USA and Canada open talks on airline data

Just over three full years after the Canadian Personal Information Protection and Electronic Documents Act took effect for airlines that do business in Canada on 1 January 2001 , the Canadian government has finally begun negotiations with the USA regarding the conflict between the Canadian law and USA government demands for access to airline reservations, according to reports of a joint news conference in Washington with USA and Canadian officials from the Globe and Mail , GovExec.com , and AP .

As with the European Union’s consideration of airline reservation data transfers to the USA, the key question is whether the Canadian authorities will limit their concern to future USA government uses of travel data, or whether they will also address past and ongoing violations of the rights of Canadian travellers, including those by commercial users of reservation data as well governments.

I expected travel businesses in the USA to disregard EU data protection law — especially once they could claim, albeit falsely, that the so-called “safe harbor” agreement had “resolved” the issue with the EU — and to postpone compliance with the Canadian law as long as possible. But I thought that both the scale of transborder air travel between the USA and Canada, and Canadian enforcement efforts, would eventually, grudingly, force USA travel companies into at least a show of compliance, as the price of continuing to do business in and with Canada.

No such luck. Call me cynical if you like, but I’ve been genuinely shocked at how long, and how systematically, airlines, CRS’s, and travel agencies have continued simply to ignore their obligations to respect Canadians’ rights, and have continued to treat Canadian data as cavalierly as data collected in the USA (where there are no privacy rules except those that businesses voluntarily adopt for themselves). Under the Canadian law, personal infomation isn’t supposed to be transferred to third parties — as it is between travel agencies, CRS’s, and airlines almost every time a reservaion is made — without a commitment from the recipient to respect the conditions (on notice, access, disclosure, and purpose of use) under which the data was originally collected.
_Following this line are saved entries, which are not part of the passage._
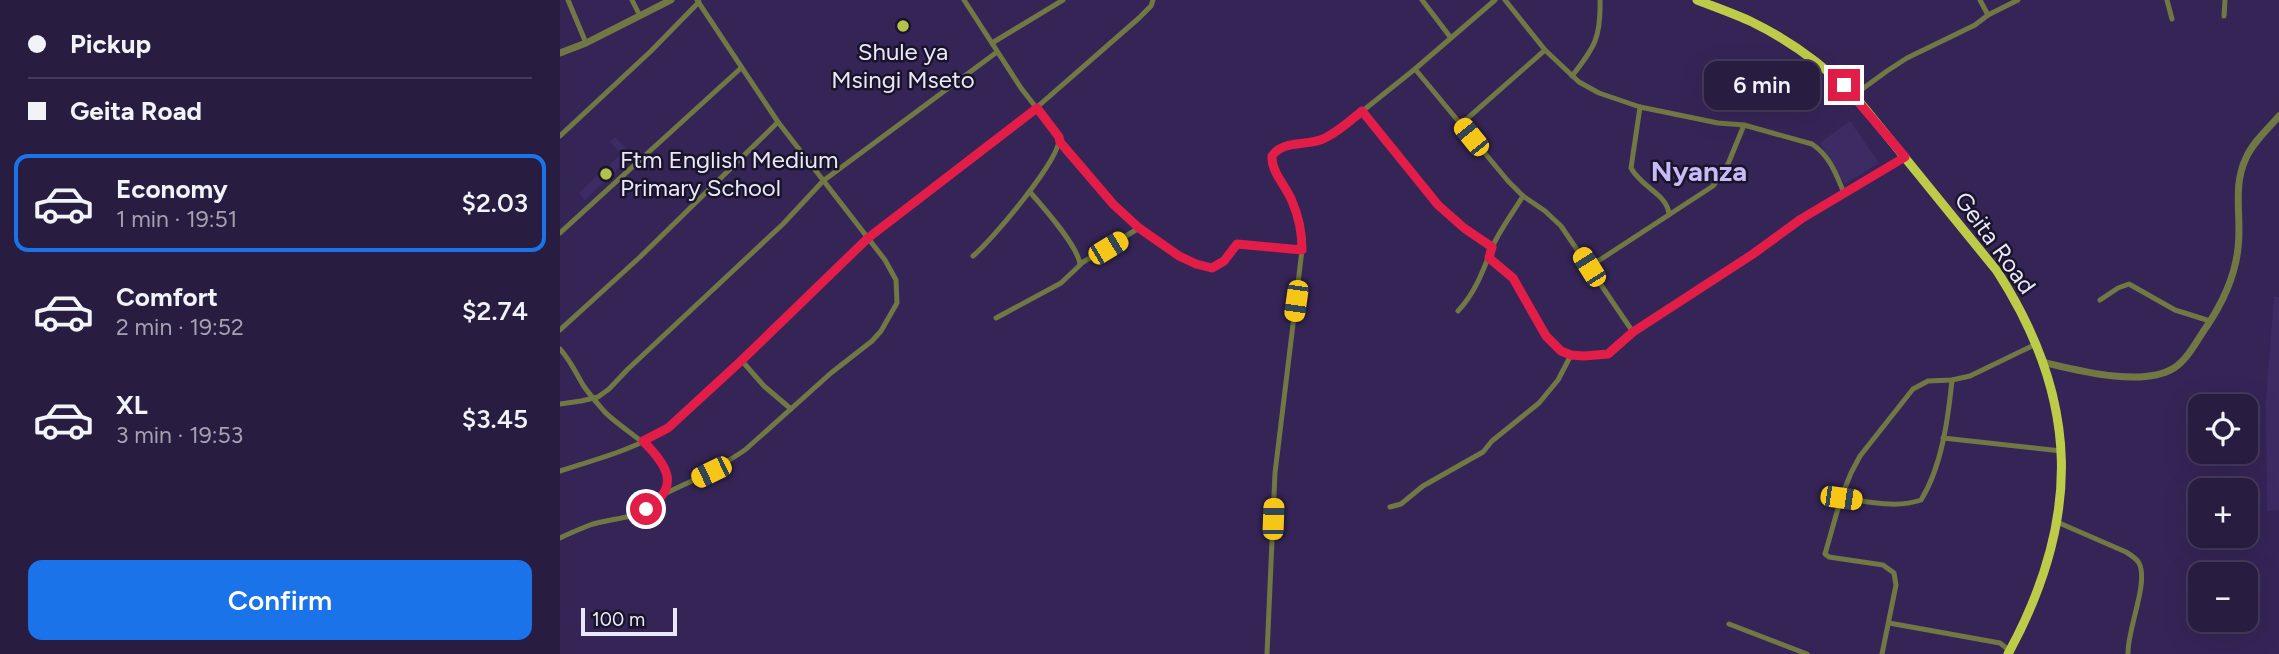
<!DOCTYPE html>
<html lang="en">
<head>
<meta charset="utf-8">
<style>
	:root { --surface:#281c41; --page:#34294c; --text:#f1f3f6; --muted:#a5a1b1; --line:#443a5a; --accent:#1a73e8 }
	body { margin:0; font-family:Figtree,sans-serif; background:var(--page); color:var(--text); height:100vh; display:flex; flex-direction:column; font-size:26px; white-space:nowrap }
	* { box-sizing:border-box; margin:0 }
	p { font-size:23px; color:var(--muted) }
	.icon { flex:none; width:38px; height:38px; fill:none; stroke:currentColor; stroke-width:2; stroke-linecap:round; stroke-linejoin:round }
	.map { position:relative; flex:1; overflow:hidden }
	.panel { display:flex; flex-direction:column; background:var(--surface); width:560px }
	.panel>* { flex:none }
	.guide { display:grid; align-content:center; height:154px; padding:0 28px; background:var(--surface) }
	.controls { position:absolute; left:1628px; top:394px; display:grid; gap:14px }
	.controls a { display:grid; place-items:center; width:70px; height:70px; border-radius:14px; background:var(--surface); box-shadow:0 7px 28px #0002,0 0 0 2px var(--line); font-size:35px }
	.scale { position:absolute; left:21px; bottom:18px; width:96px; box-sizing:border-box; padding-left:7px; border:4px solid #ebe7fa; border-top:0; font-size:19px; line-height:24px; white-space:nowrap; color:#ebe7fa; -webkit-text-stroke:5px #1a142a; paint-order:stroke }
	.end { position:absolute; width:32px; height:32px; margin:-16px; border:9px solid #e11d48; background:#fff; box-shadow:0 0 0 4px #fff }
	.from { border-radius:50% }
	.bubble { position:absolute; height:49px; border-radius:14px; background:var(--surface); box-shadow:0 7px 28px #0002,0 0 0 2px var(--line); font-size:23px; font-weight:600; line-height:49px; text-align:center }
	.car { position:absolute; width:21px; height:42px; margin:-21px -10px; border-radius:9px; box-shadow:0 0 5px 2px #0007; background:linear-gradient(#f5c518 24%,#345 0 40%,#f5c518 0 76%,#345 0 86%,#f5c518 0) }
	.guide b { display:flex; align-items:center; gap:24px; height:66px; font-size:26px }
	.guide b+b { border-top:2px solid var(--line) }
	.guide i { width:18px; height:18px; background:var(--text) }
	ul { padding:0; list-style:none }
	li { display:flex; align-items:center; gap:21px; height:98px; margin:0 14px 10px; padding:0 14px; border:4px solid transparent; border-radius:14px }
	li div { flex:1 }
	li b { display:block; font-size:26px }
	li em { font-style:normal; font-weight:600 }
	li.active { border-color:var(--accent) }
	li>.icon { width:63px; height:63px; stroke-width:1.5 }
	.primary-button { display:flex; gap:14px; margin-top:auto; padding:14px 28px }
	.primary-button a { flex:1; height:80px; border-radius:14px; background:var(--accent); color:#fff; font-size:28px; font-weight:600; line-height:80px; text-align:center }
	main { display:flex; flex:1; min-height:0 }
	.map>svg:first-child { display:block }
	.built { fill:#3d2b64 }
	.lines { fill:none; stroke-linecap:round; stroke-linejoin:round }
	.minor { stroke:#717843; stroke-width:5 }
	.tertiary { stroke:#717843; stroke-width:7 }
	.trunk { stroke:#bdcc48; stroke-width:9 }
	.route { stroke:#e11d48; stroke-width:9 }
	.poi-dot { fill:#b4c24a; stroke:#1a142a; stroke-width:2.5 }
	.labels { text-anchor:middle; stroke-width:5; stroke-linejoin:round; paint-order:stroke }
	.poi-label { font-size:24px; fill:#ebe7fa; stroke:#1a142a }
	.street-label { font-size:24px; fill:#ebe7fa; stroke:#1a142a }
	.quarter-label { font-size:28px; font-weight:bold; fill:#c8b9f7; stroke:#1a142a }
</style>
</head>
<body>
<main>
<section class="panel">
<div class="guide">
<b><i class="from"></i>Pickup</b>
<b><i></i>Geita Road</b>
</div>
<ul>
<li class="active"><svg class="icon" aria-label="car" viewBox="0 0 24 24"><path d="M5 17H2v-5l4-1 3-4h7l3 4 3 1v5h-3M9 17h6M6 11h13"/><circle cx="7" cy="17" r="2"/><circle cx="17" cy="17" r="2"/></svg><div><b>Economy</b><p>1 min · 19:51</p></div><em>$2.03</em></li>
<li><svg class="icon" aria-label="car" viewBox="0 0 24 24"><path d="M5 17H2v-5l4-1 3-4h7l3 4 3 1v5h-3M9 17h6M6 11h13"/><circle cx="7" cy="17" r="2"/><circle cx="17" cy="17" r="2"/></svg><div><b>Comfort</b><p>2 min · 19:52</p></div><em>$2.74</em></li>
<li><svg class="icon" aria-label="car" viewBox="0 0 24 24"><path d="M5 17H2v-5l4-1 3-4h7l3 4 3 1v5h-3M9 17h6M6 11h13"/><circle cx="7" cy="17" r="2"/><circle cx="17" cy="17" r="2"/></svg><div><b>XL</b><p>3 min · 19:53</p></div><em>$3.45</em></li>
</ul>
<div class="primary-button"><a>Confirm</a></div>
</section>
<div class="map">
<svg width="1719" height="654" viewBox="0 0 1719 654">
	<rect width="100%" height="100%" fill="#352557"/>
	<g class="built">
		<path d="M 1290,121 L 1319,163 L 1285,184 L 1260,143 Z"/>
		<path d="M 55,137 L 72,155 L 25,200 L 19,193 L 61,154 L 50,142 Z"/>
		<path d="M 1714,297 L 1719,297 L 1719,510 L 1707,511 L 1706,400 Z"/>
	</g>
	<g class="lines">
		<g class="minor">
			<path d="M 8,0 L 26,43"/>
			<path d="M 72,0 L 80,16"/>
			<path d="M 404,0 L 461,88 L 499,137 C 503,157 430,242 413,256"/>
			<path d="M 862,0 L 891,38"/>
			<path d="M 945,0 L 985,50 L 1019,82 L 1039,93 L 1080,107 L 1158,123 L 1184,125 L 1252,144 C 1270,156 1276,174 1284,193"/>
			<path d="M 1420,0 L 1428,15"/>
			<path d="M 1607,0 L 1612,19"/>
			<path d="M 1664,16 L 1665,0"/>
			<path d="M 432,43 L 503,0"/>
			<path d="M 855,69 L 948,181 L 963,196 L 985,211 L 1001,226 L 1073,332"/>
			<path d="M 1012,76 C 1035,47 1041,37 1040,0"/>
			<path d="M 1294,95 L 1327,71 L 1347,58 L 1415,25 L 1428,15 L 1458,0"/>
			<path d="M 1080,107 L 1071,168 C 1082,188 1107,194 1109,214"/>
			<path d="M 802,111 L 878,205 L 904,228 L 932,247"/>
			<path d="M 901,124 L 985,50"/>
			<path d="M 0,136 L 91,51 L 139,2"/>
			<path d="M 500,142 C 519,161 534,183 552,203 C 567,220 633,274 655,267 C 666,264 669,251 677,245 L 742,250"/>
			<path d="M 0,233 L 181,68"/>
			<path d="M 929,258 L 953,278 L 993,344 L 1001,351 L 1011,355 L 1047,354 L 1073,332 L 1193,254 L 1241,219 L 1345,157"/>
			<path d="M 520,264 L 579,228"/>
			<path d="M 1029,267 L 1153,186 L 1168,164 L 1184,125"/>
			<path d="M 1540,300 L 1558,288 L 1569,284 L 1615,310 L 1650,321"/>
			<path d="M 898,311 C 915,293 923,271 932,248 C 937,234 954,211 963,196"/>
			<path d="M 436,318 L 501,283 L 520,265 C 519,247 483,207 470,192"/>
			<path d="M 0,330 L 80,257 L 218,122"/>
			<path d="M 0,349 C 10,360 16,373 23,385 C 29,394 37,403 44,411 C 64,434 137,465 96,503 C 79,519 51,518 30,525 C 20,529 10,533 0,538"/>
			<path d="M 182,361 L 204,386 L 231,409"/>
			<path d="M 0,404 L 21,401 L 38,397 L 49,389 L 68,369 L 223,224 L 263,181 L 437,52"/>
			<path d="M 1383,438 L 1501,451"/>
			<path d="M 0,471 C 37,459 76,449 108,428 L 182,361 L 308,238 L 452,129 L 579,18 L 591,6 L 593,0"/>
			<path d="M 104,494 L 151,472 L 185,450 L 271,373 L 312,341 L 321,331 L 337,303 L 336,280 L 325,260 L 218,122 L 137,0"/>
			<path d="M 1281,498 C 1307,501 1335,509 1361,500 C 1382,466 1388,419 1392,380"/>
			<path d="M 830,507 L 841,504 L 863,486 L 923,452 L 932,441 L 979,403 L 998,380 L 1011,355"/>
			<path d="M 1497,522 L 1566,552 C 1571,555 1576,558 1579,563 C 1589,583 1567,630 1568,654"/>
			<path d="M 1329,623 L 1440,643 L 1450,651"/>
			<path d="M 1169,624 L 1247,654"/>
			<path d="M 707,654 L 715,473 L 742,250 C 742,233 739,217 732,201 C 726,186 712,172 712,156 L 721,147 L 762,139 L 780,129 L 855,69 L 935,0"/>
			<path d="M 1322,654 L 1336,585 L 1334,573 L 1323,565 L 1269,557 L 1265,554 L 1281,498 L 1291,473 L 1300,456 L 1353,389 L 1368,381 L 1392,380 L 1410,376 L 1476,344"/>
		</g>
		<g class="tertiary">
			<path d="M 0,53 L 26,43 L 111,0"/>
			<path d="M 1482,362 C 1516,370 1582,388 1614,368 C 1628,359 1637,340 1647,326 C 1663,302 1675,277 1678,248 C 1682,217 1672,187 1686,158 C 1693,142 1708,129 1719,116"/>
		</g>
		<path class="trunk" d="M 1137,0 C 1155,7 1175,14 1192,22 C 1231,41 1264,66 1294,95 L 1437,271 C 1521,401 1521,520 1448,654"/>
	</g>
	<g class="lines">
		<path class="route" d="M 86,509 C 122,487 107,465 83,441 L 108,428 L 182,360 L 308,238 L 477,108 L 499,137 L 500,142 L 553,204 L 579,228 L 619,256 L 636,264 L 652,268 L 664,261 L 677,244 L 742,250 C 742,233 739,217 732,201 C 726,186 711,172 712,156 C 724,139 748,147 765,138 C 779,131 790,121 802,111 L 878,205 L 904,228 L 932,247 L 929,258 L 953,278 L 986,336 L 1001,351 L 1011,355 L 1024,356 L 1048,354 L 1073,332 L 1193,254 L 1241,219 L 1345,157 L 1284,85"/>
	</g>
	<g class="poi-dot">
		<circle cx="343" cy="26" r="7"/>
		<circle cx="46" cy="174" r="7"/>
	</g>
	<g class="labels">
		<g class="poi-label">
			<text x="343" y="60">Shule ya<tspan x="343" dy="28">Msingi Mseto</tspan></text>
			<text x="60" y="168" text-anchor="start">Ftm English Medium<tspan x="60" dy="28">Primary School</tspan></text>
		</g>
		<g class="street-label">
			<text transform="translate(1435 243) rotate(54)" y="8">Geita Road</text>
		</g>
		<g class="quarter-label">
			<text x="1139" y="181">Nyanza</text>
		</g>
	</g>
</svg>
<div class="controls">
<a><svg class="icon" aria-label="locate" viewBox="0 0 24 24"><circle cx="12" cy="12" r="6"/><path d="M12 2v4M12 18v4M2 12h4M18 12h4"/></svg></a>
<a>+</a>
<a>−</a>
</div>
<div class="scale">100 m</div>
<i class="end from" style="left:86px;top:509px"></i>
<i class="end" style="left:1284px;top:85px"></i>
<div class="bubble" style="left:1144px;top:61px;width:116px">6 min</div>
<i class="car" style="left:911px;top:137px;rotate:321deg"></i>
<i class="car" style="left:548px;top:248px;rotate:59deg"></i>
<i class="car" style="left:1029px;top:267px;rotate:328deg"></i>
<i class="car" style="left:736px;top:301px;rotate:188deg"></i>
<i class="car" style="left:151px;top:472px;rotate:244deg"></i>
<i class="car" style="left:1281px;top:498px;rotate:98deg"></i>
<i class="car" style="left:713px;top:519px;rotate:2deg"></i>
</div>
</main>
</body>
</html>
Those agreements simply don’t exist, and that fact is, or should be, a major scandal across Canada.

In part because of the absence of these agreements or any measures to give them effect, it’s impossible to identify which passenger name records (PNRs) associated with a particular flight in the USA contain data that was collected in Canada. I myself couldn’t tell with certainty, at the travel agency where I work , which reservations were made by our agents in the USA and which by our agents in Canada . Any sample of USA airline reservation data of significant size will include personal information about Canadians, collected in Canada, protected by Canadian law.

If — as now appears to have been admitted by both USA and Canadian officials — CAPPS-II is contrary to current Canadian law, that means the previous CAPPS-II tests with real reservations violated Canadian law, and no future CAPPS-II tests can be conducted legally unless and until Canadian law is changed. “Homeland Security Department Secretary Tom Ridge said an agreement is ‘by no means automatic’ and will require ‘lengthy’ negotiations.” That’s a major setback to the previuously-announced CAPPS-II testing schedule, and gives the DHS no excuse for issuing a directive commandeering data for CAPPS-II tests unless and until an agreement to permit such tests can be concluded with Canada.

The first Privacy Commisisoner of Canada took a strong stand against earlier proposals for government access to airline reservation data, but it remains to be seen how the current Commissioner will address the issue.

One of the previous Privacy Commissioner’s major enforcement actions, in fact, was against Air Canada for its handling of its frequent flyer program database . It’s worth re-reading, even outside Canada, for its findings against the airline — especially with US Airways (US) again in serious danger of being unable to meet its 30 June 2004 deadline for repayment of US$1 billion of USA government-guaranteed loans . US is already putting its most valuable assets up for bid, and if it goes bankrupt again, it will probably be liquidated. That means the US frequent flyer and PNR databases would be up for auction to the highest-bidding consortium of direct marketers and data miners. (For more on what you can do to protect yourself, see my FAQ about Airline Bancruptcies .) The possibility of a US liquidation lends considerable urgency to the need for Congress to enact a federal travel privacy law soon, before a bankruptcy court has to supervise the auction of a major airline reservation and customer database.

EU national data protection commissioners (the “Article 29 Working Group”) were scheduled to meet yesterday to discuss the draft agreement on CAPPS-II testiong and passenger data transfers to the USA proposed by the European Commission, according to the French national data protection commission (CNIL) Web site.

In addition to the previous ruling in Belgium and the pending investigation in Spain of complaints against PNR data transfers to the USA, both the French (en français) and German (in German; report in English from Reuters ) data protection authorities have issued statements that the current transfers (and implicitly, CAPPS-II testing or deployment) are contrary to the laws of their countries and the EU. But there’s been no word yet on what transpired at yesterday’s meeting.